Omg. I am embarassed by my poor grasp of my very own language. I can explain. I picked-up and used Bisaya growing up. I use it to communicate with my family, friends and people in general. I did not learn it formally in school nor did I read Bisaya literature so my fluency is practical and conversational. English was what I learned in school. Like most Filipino students, I was exposed to English grammar and literature lessons. If I want to express emotion, I speak in Bisaya. With letters and formalities, English is the language of choice.
Last year, my mom brought a copy of a Bisaya magazine and I could not “read” it. There were too many words that were “deep” or seemed “antiquated” (but they’re not!). I realized that my vocabulary was SUPER limited. I could not believe that I spoke and grew up with a language but could not even appreciate an article or literary piece. Even this blog entry is in English. So I have taken up the challenge of expanding my Bisaya vocabulary with the help of Bisaya magazine and blogs that publish Visayan poems.
For a better idea about dialects and languages, listen to this podcast episode (Aug 6 2019) which mainly says that “The difference between a language and a dialect is mostly meaningless and entirely political.”
During the time of writing the below paragraph, my understanding of the differences between dialect and languages was simplistic, based on what info I was exposed. I was also conflicted of the idea that if dialects were varieties of language so would they not be the same thing? Like…Bisaya is a dialect but it is also a language.
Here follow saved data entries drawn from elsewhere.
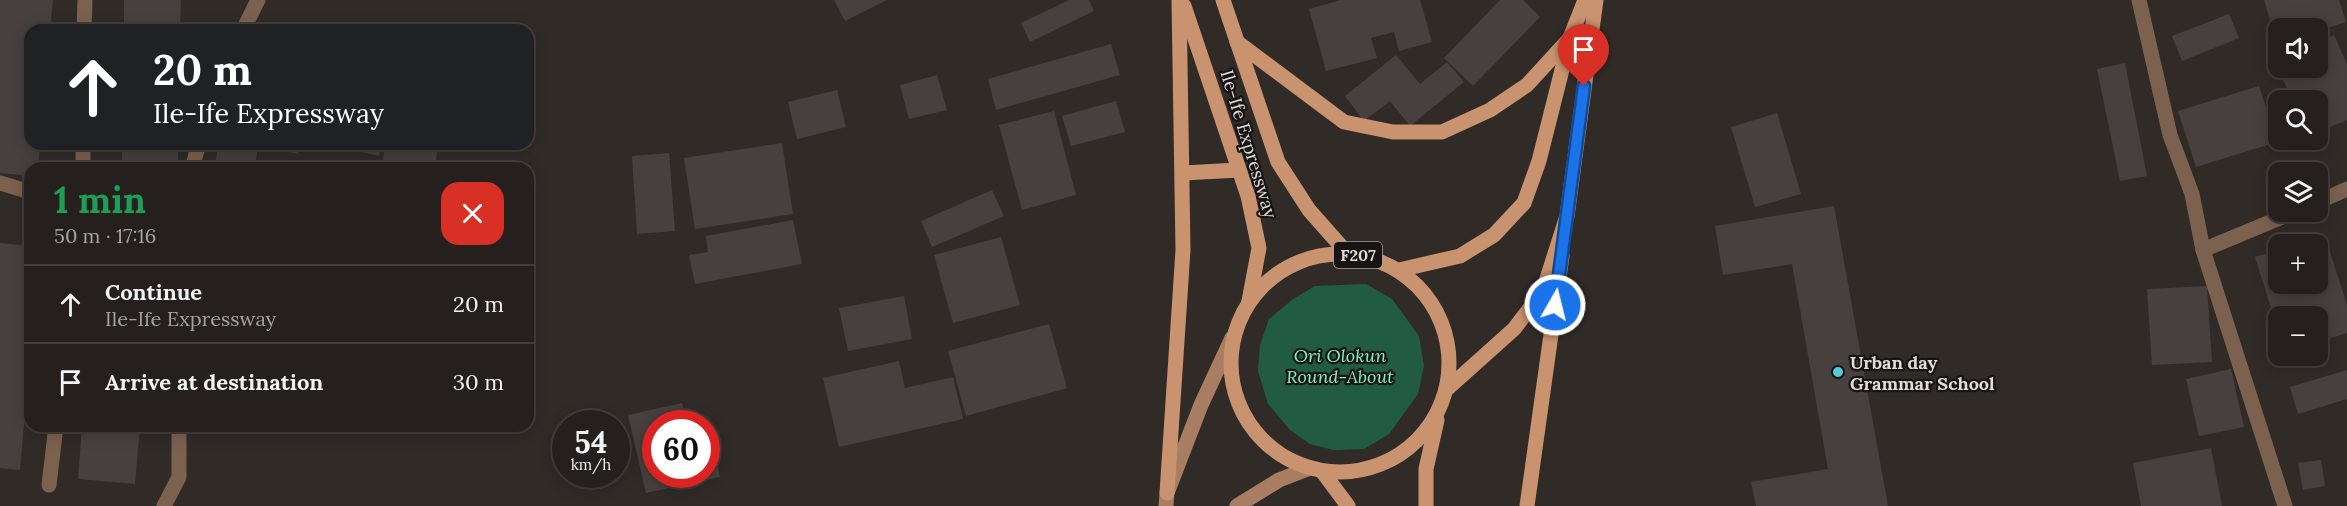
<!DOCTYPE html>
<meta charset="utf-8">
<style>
:root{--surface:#25201e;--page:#2d2827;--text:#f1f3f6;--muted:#a3a3a4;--line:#423e3c}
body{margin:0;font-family:Lora,serif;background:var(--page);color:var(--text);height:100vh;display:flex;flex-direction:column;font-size:22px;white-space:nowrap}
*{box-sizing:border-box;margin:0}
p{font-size:20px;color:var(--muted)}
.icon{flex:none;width:33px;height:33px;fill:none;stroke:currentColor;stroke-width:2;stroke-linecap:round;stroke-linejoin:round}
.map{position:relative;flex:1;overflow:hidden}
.side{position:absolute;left:24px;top:162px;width:510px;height:270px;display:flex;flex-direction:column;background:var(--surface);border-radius:18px;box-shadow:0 3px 15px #0003,0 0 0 2px var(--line)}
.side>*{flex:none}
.top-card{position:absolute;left:24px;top:24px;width:510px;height:126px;border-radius:18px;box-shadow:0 3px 15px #0003,0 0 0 2px var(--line);background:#202124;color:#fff;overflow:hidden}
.controls{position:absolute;left:2268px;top:18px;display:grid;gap:12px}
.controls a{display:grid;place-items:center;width:60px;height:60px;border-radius:12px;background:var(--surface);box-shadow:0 3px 15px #0003,0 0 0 2px var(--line);font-size:30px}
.speed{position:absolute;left:552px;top:410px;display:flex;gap:12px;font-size:30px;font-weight:700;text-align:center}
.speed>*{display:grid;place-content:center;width:78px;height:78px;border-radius:50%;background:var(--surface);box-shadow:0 3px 15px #0003,0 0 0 2px var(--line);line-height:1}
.speed small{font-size:15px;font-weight:400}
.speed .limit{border:9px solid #d22;background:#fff;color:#111}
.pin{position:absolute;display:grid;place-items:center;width:51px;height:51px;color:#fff;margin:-62px -26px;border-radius:50% 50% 50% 0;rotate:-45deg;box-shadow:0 0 6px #0007}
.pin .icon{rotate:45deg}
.me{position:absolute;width:66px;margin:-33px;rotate:8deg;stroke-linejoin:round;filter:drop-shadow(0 0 4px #0008)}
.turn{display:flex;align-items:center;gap:21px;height:126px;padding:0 30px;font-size:27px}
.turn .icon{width:78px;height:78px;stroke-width:2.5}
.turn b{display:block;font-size:42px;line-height:51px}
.round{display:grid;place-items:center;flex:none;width:63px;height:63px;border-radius:18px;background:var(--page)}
.head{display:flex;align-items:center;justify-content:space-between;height:102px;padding:0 30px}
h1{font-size:36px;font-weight:800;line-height:45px;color:#1e9e55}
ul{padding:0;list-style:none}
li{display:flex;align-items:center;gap:18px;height:78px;padding:0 30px;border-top:2px solid var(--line)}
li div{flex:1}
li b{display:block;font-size:22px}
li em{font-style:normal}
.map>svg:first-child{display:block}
.green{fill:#215c41}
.building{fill:#47403e}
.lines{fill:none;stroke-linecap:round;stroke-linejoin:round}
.minor{stroke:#7c614f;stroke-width:15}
.secondary{stroke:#a87d61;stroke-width:15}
.primary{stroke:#ca936f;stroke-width:15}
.route-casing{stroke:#114b97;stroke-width:15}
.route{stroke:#1a73e8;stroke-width:10}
.poi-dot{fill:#54cadd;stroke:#171413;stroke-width:2}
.labels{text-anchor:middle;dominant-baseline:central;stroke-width:4.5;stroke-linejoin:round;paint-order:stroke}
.shield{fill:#171413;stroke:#a4a09e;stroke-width:1.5}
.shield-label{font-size:16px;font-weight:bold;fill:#e0dcda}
.street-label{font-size:18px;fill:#e0dcda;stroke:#171413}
.park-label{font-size:18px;font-style:italic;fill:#82f2bc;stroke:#171413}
.poi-label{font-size:18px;font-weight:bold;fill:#e0dcda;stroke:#171413;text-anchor:start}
</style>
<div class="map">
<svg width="2347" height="506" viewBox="0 0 2347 506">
<rect width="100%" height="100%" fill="#312b28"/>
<path class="green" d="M1366,284l26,15 27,37 5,30 -6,28 -29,40 -25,15 -30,1 -24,-6 -20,-14 -22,-26 -10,-33 2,-26 9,-26 24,-20 22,-13z"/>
<g class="building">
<path d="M0,0h53l-3,30h-20v114h10l-2,24h-8v8l-30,-3z"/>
<path d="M124,0h57l-1,30h-56z"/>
<path d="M834,0h53l-42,21z"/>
<path d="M1069,0h20l5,11 -64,31 -9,-19z"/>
<path d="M1341,0h79l12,42 -33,9 -5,-19 -23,6 6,20 -51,13 -17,-62z"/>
<path d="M1500,0h23l17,17 -67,69 -29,-28z"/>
<path d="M2264,0h75l7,22 -28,9v-3h-40v18z"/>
<path d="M2229,14l10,24 -57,23 -10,-25z"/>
<path d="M2334,35l13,29v56l-29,12v-32h-26l-17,-39 3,-2v9h40v-26z"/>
<path d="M1111,44l9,31 -124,35 -8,-31z"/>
<path d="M1396,55l24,29 27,-22 17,20 -54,44 -20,-25 -26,20 -19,-25z"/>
<path d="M2125,63l22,113 -27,5 -23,-112z"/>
<path d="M937,75l10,35 -38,9 -9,-34z"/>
<path d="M2259,86l18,56 -81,25 -18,-56z"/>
<path d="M837,90l9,37 -49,12 -9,-37z"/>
<path d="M1116,101l9,31 -54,14 -9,-30z"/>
<path d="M1054,111l22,84 -54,15 -23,-85z"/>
<path d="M1777,113l24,81 -46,13 -24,-80z"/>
<path d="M782,143l11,71 -98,15 -11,-71z"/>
<rect x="122" y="144" width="56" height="24"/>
<path d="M218,144h40l-3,24h-40z"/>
<path d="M266,144h34l-2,10 -32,-7z"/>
<path d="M346,144h36l-3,12 -34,-8z"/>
<path d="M385,144h53l-3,24h-53z"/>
<path d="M669,153l6,78 -38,3 -5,-78z"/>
<path d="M992,190l12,26 -72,31 -11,-26z"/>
<path d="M1834,206l54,300h-132l-5,-24 77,-13 -36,-205 -69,11 -8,-49z"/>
<path d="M793,220l9,44 -107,20 -6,-29 19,-3 -2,-16z"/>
<path d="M2325,236l22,69v28l-29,9v-26h-40v14l-23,-73 23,-7v34h40v-40h-20z"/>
<path d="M1001,237l19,68 -67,18 -19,-68z"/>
<path d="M0,243l30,3v109l-10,115 -20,-2z"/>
<path d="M2207,286l5,76 -60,3 -5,-76z"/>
<path d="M904,296l8,43 -64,12 -9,-43z"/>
<path d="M1049,324l18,64 -101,28 -18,-65z"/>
<path d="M899,361l6,27 48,-11 10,42 -124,28 -16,-69z"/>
<path d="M2231,369l13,58 -45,9 -13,-57z"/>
<path d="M2347,370v29l-49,15 -8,-27z"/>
<path d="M682,403l5,20h-31v51h50v-35l5,-2 9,40 -74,16 -18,-78z"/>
<path d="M82,426h58l-5,58 -57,-5z"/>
<path d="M2211,448l11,58h-81l-8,-43z"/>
<path d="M2321,460l4,26 -22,4 -5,-27z"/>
</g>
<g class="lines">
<g class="minor">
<path d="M2139,0l31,135 22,59 11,56 82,256"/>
<path d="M84,30l1,-30"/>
<path d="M243,30l15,-30"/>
<path d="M83,168v-24"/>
<path d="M192,168l7,-24"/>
<path d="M0,183l30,9"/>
<path d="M2318,202l29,-13"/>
<path d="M2203,250l91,-38"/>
<path d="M49,485l7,-59"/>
<path d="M164,506l15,-29v-51"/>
</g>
<g class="secondary">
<path d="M1166,506l1,-13 34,-88 31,-67"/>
<path d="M1237,506l42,-26 31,-12"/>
</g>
<g class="primary">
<path d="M1223,0l55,162 31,48 38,43"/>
<path d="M1184,6l64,190 11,52 -10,53"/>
<path d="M1237,42l107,80 49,10h49l48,-22 37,-25 43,-47"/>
<path d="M1183,173l56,-3"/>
<circle cx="1340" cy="363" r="109"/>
<path d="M1399,270l61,-14 34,-21 30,-32 15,-42 31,-123 15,-38"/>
<path d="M1447,389l67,-60 29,-38 24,-75 29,-216"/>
<path d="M1322,471l26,35"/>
<path d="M1167,493l16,-243 -4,-250"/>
<path d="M1426,506v-37l11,-49"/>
<path d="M1527,506l35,-250"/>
</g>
</g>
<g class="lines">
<g class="route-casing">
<path id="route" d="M1555,305l29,-219"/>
</g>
<use href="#route" class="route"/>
</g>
<circle class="poi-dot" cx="1838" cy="372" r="6"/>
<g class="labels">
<rect class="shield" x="1334" y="242" width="48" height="26" rx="4.5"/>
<g class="shield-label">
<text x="1358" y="255">F207</text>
</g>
<g class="street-label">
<text transform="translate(1249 144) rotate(73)">Ile-Ife Expressway</text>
</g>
<g class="park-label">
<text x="1340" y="355">Ori Olokun<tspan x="1340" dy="21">Round-About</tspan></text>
</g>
<g class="poi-label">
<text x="1850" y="362">Urban day<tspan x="1850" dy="21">Grammar School</tspan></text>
</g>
</g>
</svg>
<div class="controls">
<a><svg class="icon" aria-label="sound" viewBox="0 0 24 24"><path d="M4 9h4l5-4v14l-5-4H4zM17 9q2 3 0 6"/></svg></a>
<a><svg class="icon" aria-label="search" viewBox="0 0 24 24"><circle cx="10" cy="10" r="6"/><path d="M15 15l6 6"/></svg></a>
<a><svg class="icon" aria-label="layers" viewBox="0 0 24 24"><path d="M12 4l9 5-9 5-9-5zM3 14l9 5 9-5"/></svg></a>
<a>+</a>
<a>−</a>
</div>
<div class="speed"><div>54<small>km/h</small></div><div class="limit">60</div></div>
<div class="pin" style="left:1584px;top:86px;background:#d93025"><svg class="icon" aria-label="arrive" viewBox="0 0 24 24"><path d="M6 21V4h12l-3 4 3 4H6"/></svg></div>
<svg class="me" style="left:1555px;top:305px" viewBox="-20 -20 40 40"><circle r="17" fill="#1a73e8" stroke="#fff" stroke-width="3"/><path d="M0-11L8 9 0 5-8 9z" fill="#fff"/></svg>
<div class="top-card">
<div class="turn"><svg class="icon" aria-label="ahead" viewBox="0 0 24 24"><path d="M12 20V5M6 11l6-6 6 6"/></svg><div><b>20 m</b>Ile-Ife Expressway</div></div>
</div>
<section class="side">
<div class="head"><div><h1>1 min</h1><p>50 m · 17:16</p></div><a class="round" style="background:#d93025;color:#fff"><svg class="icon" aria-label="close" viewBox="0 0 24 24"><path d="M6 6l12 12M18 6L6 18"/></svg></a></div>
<ul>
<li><svg class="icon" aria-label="ahead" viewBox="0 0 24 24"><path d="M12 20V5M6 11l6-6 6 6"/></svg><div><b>Continue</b><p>Ile-Ife Expressway</p></div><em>20 m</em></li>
<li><svg class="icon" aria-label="arrive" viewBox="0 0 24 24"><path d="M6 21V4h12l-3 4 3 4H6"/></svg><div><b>Arrive at destination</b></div><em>30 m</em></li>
</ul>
</section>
</div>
Anyway, I’m pretty happy about learning from this podcast and sharing it with you!
“What’s a language? What’s a dialect? Really it’s about how people speak in relatively small communities from place to place and it varies a bit as you move along from place to place. That’s what language is really like” -John H. McWhorter
Also here’s a bit of insightful Reddit convo:
I once had a bet with my unknowing boss who said Tagalog was our language and the rest are dialects. I insisted we had 8 major languages and he vehemently disagreed. Of course I only bet when I’m sure. His was a common mistake.
Most people think of Philippine languages, that are not Tagalog, as dialects. Dialect is a variation of a language. Bisaya, Bikol, Waray, Hiligaynon, Pangasinense, Kampampangan, Ilocano are not variations of Tagalog. Always, I want to correct that mistake but don’t bother. Let me satisfy that itch:
The Philippines is an archipelagic country with diverse languages. We have 8 major languages: Tagalog, Cebuano, Hiligaynon, Waray, Pangasinense, Ilocano, Bikol and Kapampangan. Major only because these are spoken by huge chunks of the population. We actually have more than eight languages.
Those 8 languages are not mutually intelligible. I will not understand my grandfather if he speaks to me in Pangasinense. He will not understand my Bisaya either. Those are two different languages.
If I speak in Kagay-anon with someone who is from Bohol, we will be able to understand and have a conversation despite differences in pronunciation or a few terms because these are dialects of Bisaya. Just like a Batangueno will understand a Caviteno if they converse in their own dialect of the Tagalog language.
In the end, I won the bet and got myself a free bottle of wine.